The Wrong Way to Gauge Readiness
Too much focus on mission capable rates misses the larger and more important picture.
The Defense Department places tremendous importance on the concept of readiness. The degree to which the U.S. military is ready to fight is how leaders can assure lawmakers, policymakers and the public that they are prepared to do their job defending and deterring conflicts.
But there is a problem in how readiness is measured. One metric in particular is gaining far more attention than it should, among all that actually goes into determining military readiness. It’s called “mission capable rates,” or MC rates, which is the percentage of inventory of any given piece of military hardware that’s ready for use, from fighter jets to rifles and night-vision goggles.
Many recent writings by pundits, defense reporters, and in Government Accountability Office reports wrongly imply that mission capable rates are the key indicator of readiness for U.S. combat units. This is misguided. There are three major elements of readiness: materiel, personnel, and training. Mission capable rates represent only a small fraction of materiel readiness. They are hardly indicative of the overall readiness of a combat unit to succeed in its designed operational capability for achieving military objectives.
In fact, mission capable rate is a lagging indicator, a fleet management tool for resource and maintenance planning. When examined in a historical sense, especially when aggregated across a service-wide fleet, the metric is of little utility in measuring the overall readiness of a combat unit. Therefore, claiming the Department of Defense is less capable or ready based solely on MC rates misrepresents actual readiness levels.
One reason for all the attention is that in 2018, Defense Secretary Jim Mattis established a mission capable rate goal for specific aviation assets across the service branches. The stated purpose of the effort — ensuring the department produced maximum fighting capacity from existing inventory, while maintaining lethality — relied on multiple industry benchmarks that measure supply chain effectiveness, depot throughput, operating cost, and mission capability. The year-long effort centered on making progress toward the 80 percent mission capable rate goals Mattis established.

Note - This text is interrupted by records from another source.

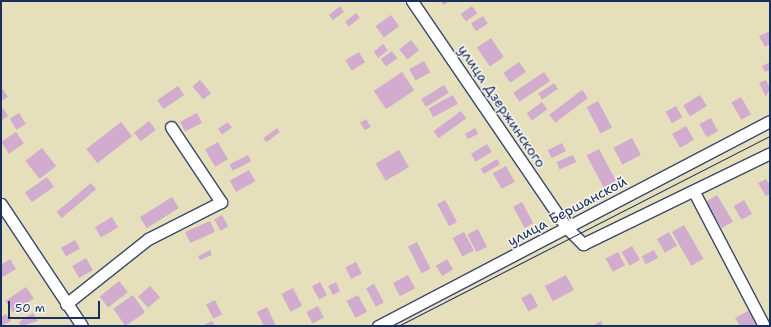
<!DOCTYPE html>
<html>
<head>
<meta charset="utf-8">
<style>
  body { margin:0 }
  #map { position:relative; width:771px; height:327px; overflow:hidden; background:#e6dfbb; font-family:"Shantell Sans",sans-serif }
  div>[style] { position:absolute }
  .building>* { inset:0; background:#d1accf; transform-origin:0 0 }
  .roads { filter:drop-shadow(1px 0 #39496c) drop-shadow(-1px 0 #39496c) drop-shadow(0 1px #39496c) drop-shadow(0 -1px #39496c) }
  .street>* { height:11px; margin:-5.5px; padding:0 5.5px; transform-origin:5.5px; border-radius:5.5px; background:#fff }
  .tram>* { height:1px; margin:-0.5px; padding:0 0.5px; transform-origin:0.5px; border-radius:0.5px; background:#1b2f5e }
  span { translate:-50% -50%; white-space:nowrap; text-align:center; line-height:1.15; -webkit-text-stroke:3px #f6f6f2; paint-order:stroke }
  .street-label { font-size:14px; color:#1b2f5e }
  .frame { position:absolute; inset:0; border:2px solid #1b2f5e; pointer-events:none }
  .scale { position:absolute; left:8px; top:301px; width:92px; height:18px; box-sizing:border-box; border:2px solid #1b2f5e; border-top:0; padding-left:5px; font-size:12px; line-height:14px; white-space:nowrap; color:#1b2f5e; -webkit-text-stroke:3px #f6f6f2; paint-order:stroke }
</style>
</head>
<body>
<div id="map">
  <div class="building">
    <i style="clip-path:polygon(441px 1px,449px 1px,444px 5px)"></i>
    <i style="clip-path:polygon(340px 6px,344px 12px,333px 20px,329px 15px)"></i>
    <i style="left:472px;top:6px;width:9px;height:14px;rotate:54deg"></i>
    <i style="left:356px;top:13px;width:6px;height:14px;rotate:51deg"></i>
    <i style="left:391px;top:15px;width:14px;height:19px;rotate:54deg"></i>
    <i style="left:483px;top:16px;width:9px;height:14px;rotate:58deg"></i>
    <i style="clip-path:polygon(770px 31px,770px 44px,765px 47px,759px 36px)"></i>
    <i style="left:491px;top:38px;width:23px;height:17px;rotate:56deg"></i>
    <i style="left:411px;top:40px;width:13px;height:15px;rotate:51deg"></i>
    <i style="clip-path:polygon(383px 44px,388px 50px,378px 58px,374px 52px)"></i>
    <i style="left:392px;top:51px;width:9px;height:14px;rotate:54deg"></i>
    <i style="left:359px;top:52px;width:12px;height:16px;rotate:59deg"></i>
    <i style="left:424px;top:61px;width:13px;height:17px;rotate:61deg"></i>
    <i style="left:519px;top:62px;width:12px;height:19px;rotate:55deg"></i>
    <i style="clip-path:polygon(770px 62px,770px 70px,765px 72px,762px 66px)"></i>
    <i style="left:402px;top:72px;width:22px;height:34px;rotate:56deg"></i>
    <i style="left:544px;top:72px;width:11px;height:37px;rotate:56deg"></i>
    <i style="left:200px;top:80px;width:17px;height:10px;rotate:50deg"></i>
    <i style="clip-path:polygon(766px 80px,770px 88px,766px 97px,759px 83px)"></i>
    <i style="left:554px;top:83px;width:7px;height:19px;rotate:56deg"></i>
    <i style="left:444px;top:85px;width:9px;height:27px;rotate:58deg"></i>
    <i style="left:178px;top:86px;width:11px;height:25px;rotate:56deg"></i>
    <i style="clip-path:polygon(3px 89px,8px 97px,1px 101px,1px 90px)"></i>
    <i style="left:582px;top:90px;width:10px;height:41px;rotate:53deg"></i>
    <i style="left:453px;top:95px;width:10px;height:28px;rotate:61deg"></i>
    <i style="left:700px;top:95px;width:13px;height:20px;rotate:58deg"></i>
    <i style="left:741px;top:97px;width:20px;height:11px;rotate:60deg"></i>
    <i style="left:598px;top:101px;width:30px;height:13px;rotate:62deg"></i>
    <i style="left:542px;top:102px;width:9px;height:19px;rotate:54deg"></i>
    <i style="left:676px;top:106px;width:13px;height:12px;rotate:61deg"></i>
    <i style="clip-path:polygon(3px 108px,8px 116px,1px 121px,1px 110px)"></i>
    <i style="left:461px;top:111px;width:9px;height:34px;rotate:54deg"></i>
    <i style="left:19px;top:113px;width:13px;height:11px;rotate:58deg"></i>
    <i style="left:197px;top:113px;width:11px;height:19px;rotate:63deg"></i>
    <i style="left:711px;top:118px;width:15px;height:13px;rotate:62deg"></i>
    <i style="left:366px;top:119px;width:9px;height:7px;rotate:58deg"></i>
    <i style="left:149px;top:121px;width:11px;height:19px;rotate:52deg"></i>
    <i style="left:121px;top:122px;width:18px;height:44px;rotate:52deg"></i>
    <i style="left:228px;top:122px;width:7px;height:12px;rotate:56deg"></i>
    <i style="left:686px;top:126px;width:16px;height:16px;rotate:60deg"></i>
    <i style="left:277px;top:128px;width:5px;height:17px;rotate:53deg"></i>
    <i style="clip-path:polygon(475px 128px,478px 134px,468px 139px,465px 134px)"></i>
    <i style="left:16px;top:132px;width:14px;height:18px;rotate:56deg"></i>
    <i style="left:632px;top:138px;width:19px;height:21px;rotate:62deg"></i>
    <i style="left:218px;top:142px;width:20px;height:15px;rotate:60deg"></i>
    <i style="left:562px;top:143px;width:9px;height:16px;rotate:63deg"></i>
    <i style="left:487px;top:144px;width:9px;height:19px;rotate:58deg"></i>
    <i style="left:42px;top:148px;width:23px;height:21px;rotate:52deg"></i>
    <i style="left:599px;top:149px;width:36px;height:14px;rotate:62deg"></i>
    <i style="left:399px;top:150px;width:20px;height:27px;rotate:60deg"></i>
    <i style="left:248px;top:155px;width:7px;height:21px;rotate:63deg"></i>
    <i style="left:573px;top:155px;width:8px;height:18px;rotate:67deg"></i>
    <i style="left:497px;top:159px;width:6px;height:19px;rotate:59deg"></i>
    <i style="left:506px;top:166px;width:18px;height:15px;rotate:61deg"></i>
    <i style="left:249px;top:170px;width:13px;height:22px;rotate:61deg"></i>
    <i style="left:47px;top:177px;width:12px;height:27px;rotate:55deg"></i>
    <i style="clip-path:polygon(766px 179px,770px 185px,770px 194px,766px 196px,758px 183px)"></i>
    <i style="left:91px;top:183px;width:8px;height:45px;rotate:50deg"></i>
    <i style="left:717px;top:195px;width:31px;height:13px;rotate:59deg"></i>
    <i style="left:172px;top:197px;width:13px;height:38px;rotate:58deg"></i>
    <i style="left:445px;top:200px;width:25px;height:9px;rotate:61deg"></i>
    <i style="left:744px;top:200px;width:16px;height:12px;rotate:60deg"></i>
    <i style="left:522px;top:202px;width:24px;height:10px;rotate:62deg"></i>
    <i style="left:222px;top:215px;width:13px;height:9px;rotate:61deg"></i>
    <i style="left:112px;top:217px;width:12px;height:20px;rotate:59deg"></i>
    <i style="left:210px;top:221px;width:12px;height:27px;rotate:66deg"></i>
    <i style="left:684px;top:225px;width:39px;height:14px;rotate:60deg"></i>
    <i style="left:478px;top:229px;width:20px;height:12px;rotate:63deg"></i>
    <i style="left:464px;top:232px;width:21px;height:13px;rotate:62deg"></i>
    <i style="left:669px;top:232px;width:16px;height:14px;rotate:60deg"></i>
    <i style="left:75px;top:240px;width:10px;height:16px;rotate:61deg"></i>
    <i style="left:417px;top:242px;width:30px;height:10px;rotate:63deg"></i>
    <i style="left:632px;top:246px;width:16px;height:12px;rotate:60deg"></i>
    <i style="clip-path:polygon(210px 250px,212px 255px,200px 260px,198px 256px)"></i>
    <i style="left:654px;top:250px;width:9px;height:14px;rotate:63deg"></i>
    <i style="left:618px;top:252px;width:15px;height:14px;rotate:62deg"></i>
    <i style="left:86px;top:258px;width:14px;height:16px;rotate:60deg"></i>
    <i style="clip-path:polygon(10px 259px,16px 269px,1px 278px,1px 265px)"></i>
    <i style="left:447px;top:259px;width:12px;height:13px;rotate:59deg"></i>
    <i style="left:356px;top:262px;width:13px;height:12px;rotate:63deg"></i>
    <i style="left:408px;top:275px;width:15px;height:17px;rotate:62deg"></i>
    <i style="left:566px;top:275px;width:17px;height:24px;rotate:62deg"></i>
    <i style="left:119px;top:281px;width:14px;height:25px;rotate:51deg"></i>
    <i style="left:320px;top:282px;width:15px;height:9px;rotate:62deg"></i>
    <i style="clip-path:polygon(336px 282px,340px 291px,333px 295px,328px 286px)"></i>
    <i style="left:374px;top:284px;width:21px;height:9px;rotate:62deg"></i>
    <i style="left:150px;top:286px;width:15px;height:16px;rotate:48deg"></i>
    <i style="left:26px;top:287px;width:14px;height:25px;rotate:56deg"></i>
    <i style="left:293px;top:288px;width:20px;height:13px;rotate:63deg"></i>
    <i style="left:531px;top:293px;width:15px;height:11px;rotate:62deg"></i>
    <i style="left:133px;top:295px;width:21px;height:24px;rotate:55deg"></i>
    <i style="left:358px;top:295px;width:19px;height:13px;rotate:62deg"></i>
    <i style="left:215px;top:300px;width:16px;height:10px;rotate:63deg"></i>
    <i style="left:318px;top:306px;width:13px;height:13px;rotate:63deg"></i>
    <i style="clip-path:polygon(267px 307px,276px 326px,264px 326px,257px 312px)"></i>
    <i style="clip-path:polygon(750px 310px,760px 326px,740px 326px,735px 318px)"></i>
    <i style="clip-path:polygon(33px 313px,38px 321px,21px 326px,19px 322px)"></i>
    <i style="clip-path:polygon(6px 314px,11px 321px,1px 326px,1px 317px)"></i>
    <i style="clip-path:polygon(212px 321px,215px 326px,202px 326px)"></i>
    <i style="clip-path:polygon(601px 321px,603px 326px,592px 326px)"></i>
  </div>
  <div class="roads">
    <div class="street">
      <i style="left:412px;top:1px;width:275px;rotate:55.7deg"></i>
      <i style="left:567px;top:228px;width:23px;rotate:45deg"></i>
      <i style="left:583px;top:244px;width:208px;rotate:-25.9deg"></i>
      <i style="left:694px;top:192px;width:151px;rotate:62.4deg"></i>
      <i style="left:1px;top:204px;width:146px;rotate:56.4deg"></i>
      <i style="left:66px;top:304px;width:105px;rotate:-38.4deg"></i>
      <i style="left:148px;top:239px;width:82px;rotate:-26.9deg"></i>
      <i style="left:221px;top:202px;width:90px;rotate:-123.7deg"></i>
      <i style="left:378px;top:326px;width:442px;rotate:-27.6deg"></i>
    </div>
  </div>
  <div class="tram">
    <i style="left:398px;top:326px;width:418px;rotate:-27.1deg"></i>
  </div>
  <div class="street-label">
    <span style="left:502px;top:106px;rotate:56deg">улица Дзержинского</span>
    <span style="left:567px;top:211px;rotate:-28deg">улица Бершанской</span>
  </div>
  <div class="frame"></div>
  <div class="scale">50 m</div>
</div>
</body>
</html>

While the so-called MC80 effort produced some benefits, the narrow focus on tactical-level mission capable rates on a small group of fighter aircraft platforms forced resourcing tradeoffs that did not translate to improved readiness across the force. Limited resources were flowed into a small subset of the total force, hurting our service branches’ ability to achieve and sustain readiness levels across all of the other weapons platforms necessary to meet National Defense Strategy imperatives. The focus on a single equipment-related metric also hindered the department’s much-needed modernization efforts. Ultimately, the MC80 effort was not expanded to include other fleets such as ships or ground combat vehicles, or extended beyond its one-year interval.
The Defense Department places tremendous focus on the ability of units to restore sufficient readiness levels, and uses a wide range of measurements to assess our ability to execute National Defense Strategy-required missions. While mission capable rate measurement is one tool in the toolbox, by itself it does not demonstrate the nation’s readiness to respond in a crisis.
A better, more comprehensive, and valid approach to assessing readiness would embrace numerous other factors to measure each military service branch’s ability to present forces, including equipment availability, numbers and experience levels of operator and maintenance personnel, aircraft or other platform sortie or mission generation, hours per-pilot and per-month, availability, and levels of threat-representative training. This broader set of metrics enables us to assess and validate a more complete picture of readiness across the total force.
Mission capable rates alone are simply not an accurate measure of our military’s readiness levels. Our comprehensive suite of readiness measures, coupled with adequate and predictable annual defense appropriations, enables us to realize increased combat readiness to conduct the full range of military operations. The real challenge ahead is to sustain the substantial progress we’ve made in recovering from the 10 years of damaging 2011 Budget Control Act funding caps. For that, we need the full and continuing support of Congress.